At a meeting in the Danish parliament’s foreign affairs committee today (7 February) Danish opposition parties and experts are expected to criticise openly the EU’s “wait-and-see” attitude, reports Danish business daily Borsen.

“This is a wider European problem and not just a Danish problem. I think it is strange the EU has been so absent in this discussion,” said Holger K. Nielsen from the Socialist People’s Party (SF).

“They all sit on their hands and hope it will just go away. But it would be useful if the EU clearly and in a united way entered the fray,” said Lars Erslev Andersen, one of the country’s top Middle East experts.

With the violence - encouraged and condoned by some governments - now starting to claim lives and the original dispute being exploited by religious extremists, Danish PM Anders Fogh Rasmussen is certainly right to describe this as a “global crisis.”

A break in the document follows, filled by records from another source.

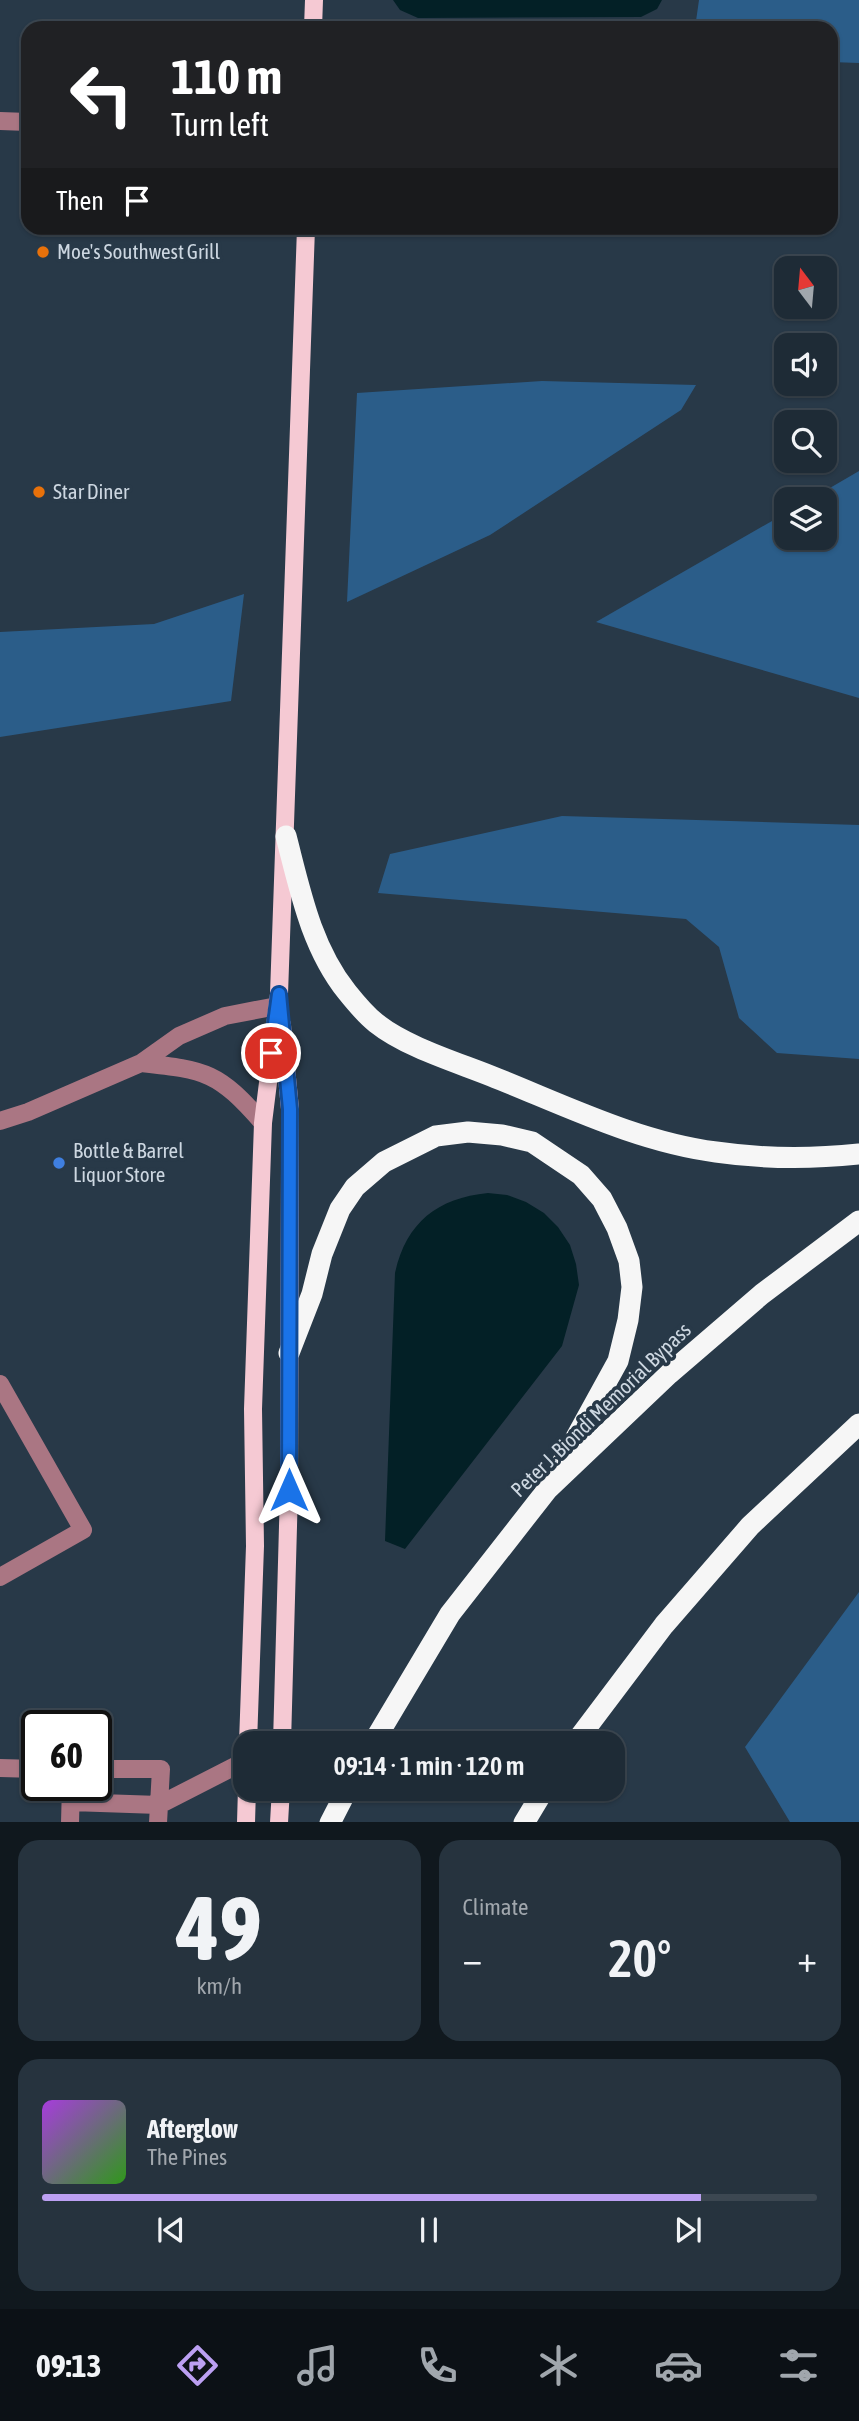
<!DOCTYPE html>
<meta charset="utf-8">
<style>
body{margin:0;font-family:"Asap Condensed",sans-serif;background:#26333e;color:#f1f3f6;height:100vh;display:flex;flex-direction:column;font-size:26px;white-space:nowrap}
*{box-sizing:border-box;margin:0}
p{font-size:23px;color:#a1a7ad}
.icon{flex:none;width:38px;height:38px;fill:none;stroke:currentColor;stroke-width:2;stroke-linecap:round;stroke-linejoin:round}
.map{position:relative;height:1822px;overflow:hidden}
.sheet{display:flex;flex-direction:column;gap:18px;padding:18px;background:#10181e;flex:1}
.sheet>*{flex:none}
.hud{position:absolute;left:21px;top:21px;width:817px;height:214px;border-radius:21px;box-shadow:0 2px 5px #0004,0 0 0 2px #3c4751;background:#202124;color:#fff;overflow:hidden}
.needle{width:46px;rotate:344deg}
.fabs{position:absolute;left:774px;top:256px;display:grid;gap:14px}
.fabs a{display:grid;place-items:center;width:63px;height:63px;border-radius:14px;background:#1e2b36;box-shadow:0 2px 5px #0004,0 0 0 2px #3c4751;font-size:35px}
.speed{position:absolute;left:21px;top:1710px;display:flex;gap:14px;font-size:35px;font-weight:700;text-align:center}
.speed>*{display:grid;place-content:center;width:91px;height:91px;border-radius:50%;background:#1e2b36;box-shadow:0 2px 5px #0004,0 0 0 2px #3c4751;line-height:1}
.speed .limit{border:4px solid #111;border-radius:10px;background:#fff;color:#111}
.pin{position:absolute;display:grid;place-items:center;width:60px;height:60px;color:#fff;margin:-30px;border:4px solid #fff;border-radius:50%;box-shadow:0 2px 7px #0007}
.me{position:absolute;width:77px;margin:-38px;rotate:0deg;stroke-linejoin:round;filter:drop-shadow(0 0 5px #0008)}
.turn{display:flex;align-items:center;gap:24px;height:147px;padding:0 35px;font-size:32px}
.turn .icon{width:91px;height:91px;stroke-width:2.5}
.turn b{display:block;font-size:49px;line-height:60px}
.then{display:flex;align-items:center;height:66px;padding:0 35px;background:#0003;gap:14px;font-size:26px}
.big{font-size:52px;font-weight:600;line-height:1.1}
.sheet .tile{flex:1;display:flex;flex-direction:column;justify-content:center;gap:10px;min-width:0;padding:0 24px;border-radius:21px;background:#26333e}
.sheet .dial{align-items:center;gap:0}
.dial b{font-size:91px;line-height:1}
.song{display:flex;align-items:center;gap:21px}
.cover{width:84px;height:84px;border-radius:10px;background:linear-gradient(135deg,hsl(280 70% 55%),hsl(110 70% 35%))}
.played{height:7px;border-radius:4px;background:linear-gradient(90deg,#bca0f2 85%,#3c4751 85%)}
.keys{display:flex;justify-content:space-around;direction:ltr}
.heat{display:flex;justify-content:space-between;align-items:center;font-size:38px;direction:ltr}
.sheet .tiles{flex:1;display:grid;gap:18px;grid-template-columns:1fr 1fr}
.tile:last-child{grid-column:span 2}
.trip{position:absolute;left:233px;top:1731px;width:392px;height:70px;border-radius:21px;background:#1e2b36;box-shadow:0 2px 5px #0004,0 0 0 2px #3c4751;font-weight:600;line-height:70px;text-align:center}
.dock{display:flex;height:112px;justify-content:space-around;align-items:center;background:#0c1116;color:#a1a7ad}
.dock .icon{width:49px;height:49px}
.dock .selected{color:#bca0f2}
.dock b{font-size:32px;color:#f1f3f6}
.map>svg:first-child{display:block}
.green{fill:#2b5d89}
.water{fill:#032026}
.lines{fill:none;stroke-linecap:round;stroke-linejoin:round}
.minor{stroke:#aa7683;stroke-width:18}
.major{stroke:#f5c9d3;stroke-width:18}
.highway{stroke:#f6f6f6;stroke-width:21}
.route-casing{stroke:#114b97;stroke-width:18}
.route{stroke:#1a73e8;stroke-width:12}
.food-dot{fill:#e8710a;stroke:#283948;stroke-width:2.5}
.shop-dot{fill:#3f7fe0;stroke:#283948;stroke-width:2.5}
.labels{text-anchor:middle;stroke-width:7;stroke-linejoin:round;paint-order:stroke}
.poi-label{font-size:21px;fill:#cdd7e1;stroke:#283948;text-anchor:start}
.street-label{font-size:21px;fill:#cdd7e1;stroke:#283948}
</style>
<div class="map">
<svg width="859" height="1823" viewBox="0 0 859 1823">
<rect width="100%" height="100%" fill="#283948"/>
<path class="green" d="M 699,0 L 859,0 L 859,63 L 831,62 L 831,28 L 695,28 Z
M 542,381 L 696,385 L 681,410 L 490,535 L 347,602 L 357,393 Z
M 859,471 L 859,698 L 596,622 L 786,513 L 786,537 L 824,537 L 824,499 L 811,499 Z
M 244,594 L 231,701 L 0,737 L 0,632 L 154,624 Z
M 562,816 L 859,825 L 859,1059 L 777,1053 L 739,1018 L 719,947 L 686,919 L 378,893 L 390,854 Z
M 859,1592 L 859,1822 L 790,1822 L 745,1747 Z"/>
<path class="water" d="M 393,0 L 662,0 L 657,9 L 641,17 L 418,18 L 400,10 Z
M 488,1193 L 507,1195 L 526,1202 L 544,1213 L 558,1227 L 570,1245 L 576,1264 L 579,1285 L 562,1346 L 405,1549 L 385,1541 L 395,1273 C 406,1223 437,1198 488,1193 Z"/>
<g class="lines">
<path class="minor" d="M 0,121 L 28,122
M 141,1063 C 207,1070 218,1072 263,1123
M 0,1121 L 28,1112 L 141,1063 L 179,1036 L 225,1016 L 277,1006
M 0,1384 L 83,1530 L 0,1577
M 0,1768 L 37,1769
M 96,1769 L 161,1769 L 158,1823
M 71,1802 L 159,1805 L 245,1761
M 70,1823 L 71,1785"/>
<path class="major" d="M 313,28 L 314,0
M 282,1025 L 290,1109 L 290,1168 L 289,1490 L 282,1743
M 248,1743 L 255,1546 L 253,1409 L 263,1123 L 279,994 L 306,228
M 246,1823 L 247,1788
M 279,1823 L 281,1788"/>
<path class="highway" d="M 286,836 C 300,890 311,947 347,992 C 355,1002 366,1015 376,1023 C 406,1047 456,1062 491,1076 C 564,1105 638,1142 716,1152 C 764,1159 812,1159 859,1154
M 289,1353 L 312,1294 L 322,1254 L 340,1209 L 355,1187 L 384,1162 L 436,1136 L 468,1132 L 502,1135 L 532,1142 L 581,1175 L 602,1199 L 617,1228 L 629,1261 L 632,1287 L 628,1320 L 618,1361 L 547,1490
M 373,1743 L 450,1614 L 547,1490 L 669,1374 L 762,1294 L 859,1221
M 575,1743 L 664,1625 L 750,1526 L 859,1424
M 330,1823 L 348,1788
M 524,1823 L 545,1788"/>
</g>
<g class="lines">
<defs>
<path id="route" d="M 271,1053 L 279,994 L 290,1109 L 289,1490"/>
</defs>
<use href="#route" class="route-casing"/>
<use href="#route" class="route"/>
</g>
<g class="food-dot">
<circle cx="43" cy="252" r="7"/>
<circle cx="39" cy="492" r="7"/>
</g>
<circle class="shop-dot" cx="59" cy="1163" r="7"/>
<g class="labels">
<g class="poi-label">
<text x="57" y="259">Moe's Southwest Grill</text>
<text x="53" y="499">Star Diner</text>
<text x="73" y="1158">Bottle &amp; Barrel<tspan x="73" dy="24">Liquor Store</tspan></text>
</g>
<g class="street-label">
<text transform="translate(601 1410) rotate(-44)" y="7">Peter J. Biondi Memorial Bypass</text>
</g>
</g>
</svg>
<div class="fabs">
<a><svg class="needle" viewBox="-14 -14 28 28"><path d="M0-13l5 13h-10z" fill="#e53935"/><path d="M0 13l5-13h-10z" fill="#a1a7ad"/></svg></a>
<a><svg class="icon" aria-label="sound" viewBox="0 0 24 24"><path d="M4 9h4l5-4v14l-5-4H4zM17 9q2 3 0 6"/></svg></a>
<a><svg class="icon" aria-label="search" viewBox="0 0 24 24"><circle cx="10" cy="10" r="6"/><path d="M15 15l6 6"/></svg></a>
<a><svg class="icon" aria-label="layers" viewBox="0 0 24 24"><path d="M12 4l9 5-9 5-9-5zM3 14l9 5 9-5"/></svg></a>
</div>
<div class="speed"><div class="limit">60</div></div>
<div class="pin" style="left:271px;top:1053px;background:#d93025"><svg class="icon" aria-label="arrive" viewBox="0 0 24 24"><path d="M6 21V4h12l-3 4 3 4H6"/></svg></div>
<svg class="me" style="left:289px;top:1490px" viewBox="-20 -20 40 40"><path d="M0-17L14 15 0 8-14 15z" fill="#1a73e8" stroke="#fff" stroke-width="4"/></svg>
<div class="trip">09:14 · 1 min · 120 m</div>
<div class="hud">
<div class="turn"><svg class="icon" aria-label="left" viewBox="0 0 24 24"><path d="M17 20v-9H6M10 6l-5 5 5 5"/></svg><div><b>110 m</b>Turn left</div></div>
<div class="then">Then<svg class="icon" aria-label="arrive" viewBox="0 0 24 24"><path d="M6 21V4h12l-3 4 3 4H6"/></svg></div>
</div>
</div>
<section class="sheet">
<div class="tiles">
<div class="tile dial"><b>49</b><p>km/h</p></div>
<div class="tile"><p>Climate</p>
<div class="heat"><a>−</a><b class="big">20°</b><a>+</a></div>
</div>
<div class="tile">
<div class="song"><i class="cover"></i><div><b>Afterglow</b><p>The Pines</p></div></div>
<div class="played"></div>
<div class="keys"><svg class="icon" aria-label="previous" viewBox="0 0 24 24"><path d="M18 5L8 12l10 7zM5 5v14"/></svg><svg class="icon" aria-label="pause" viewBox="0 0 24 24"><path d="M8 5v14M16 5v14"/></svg><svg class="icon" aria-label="next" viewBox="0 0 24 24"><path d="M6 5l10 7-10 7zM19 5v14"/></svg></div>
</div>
</div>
</section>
<nav class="dock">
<b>09:13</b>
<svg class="icon selected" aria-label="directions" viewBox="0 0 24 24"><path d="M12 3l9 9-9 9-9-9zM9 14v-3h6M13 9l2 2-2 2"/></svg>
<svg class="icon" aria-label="music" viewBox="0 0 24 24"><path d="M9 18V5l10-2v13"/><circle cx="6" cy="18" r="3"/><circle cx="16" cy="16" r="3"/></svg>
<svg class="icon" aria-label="phone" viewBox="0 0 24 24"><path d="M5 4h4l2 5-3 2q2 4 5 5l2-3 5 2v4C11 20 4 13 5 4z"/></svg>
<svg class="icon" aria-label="climate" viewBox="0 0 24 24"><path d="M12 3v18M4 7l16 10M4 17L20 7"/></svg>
<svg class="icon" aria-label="car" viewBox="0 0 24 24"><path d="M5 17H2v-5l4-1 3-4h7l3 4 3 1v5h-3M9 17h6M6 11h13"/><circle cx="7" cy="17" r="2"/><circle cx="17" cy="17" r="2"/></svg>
<svg class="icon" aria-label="filters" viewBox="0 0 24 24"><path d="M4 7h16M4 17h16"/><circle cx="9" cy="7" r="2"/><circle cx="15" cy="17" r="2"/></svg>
</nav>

And with Iran imposing a trade embargo on Danish goods, now might be a good time to remind the EU Trade Commissioner, Peter Mandelson that a little over a week ago he said:

“Any boycott of Danish goods would be seen as a boycott of European goods.”

On a related note, it is worth noting that Iran is now using the controversy to promote it’s own anti-semitic agenda. According to The Guardian, Iran’s supreme leader, Ayatollah Ali Khamenei, claimed that the cartoons - which were published last September - are part of an Israeli conspiracy motivated by Hamas’ election success two weeks ago.

If someone’s invented time travel, I want to know about it.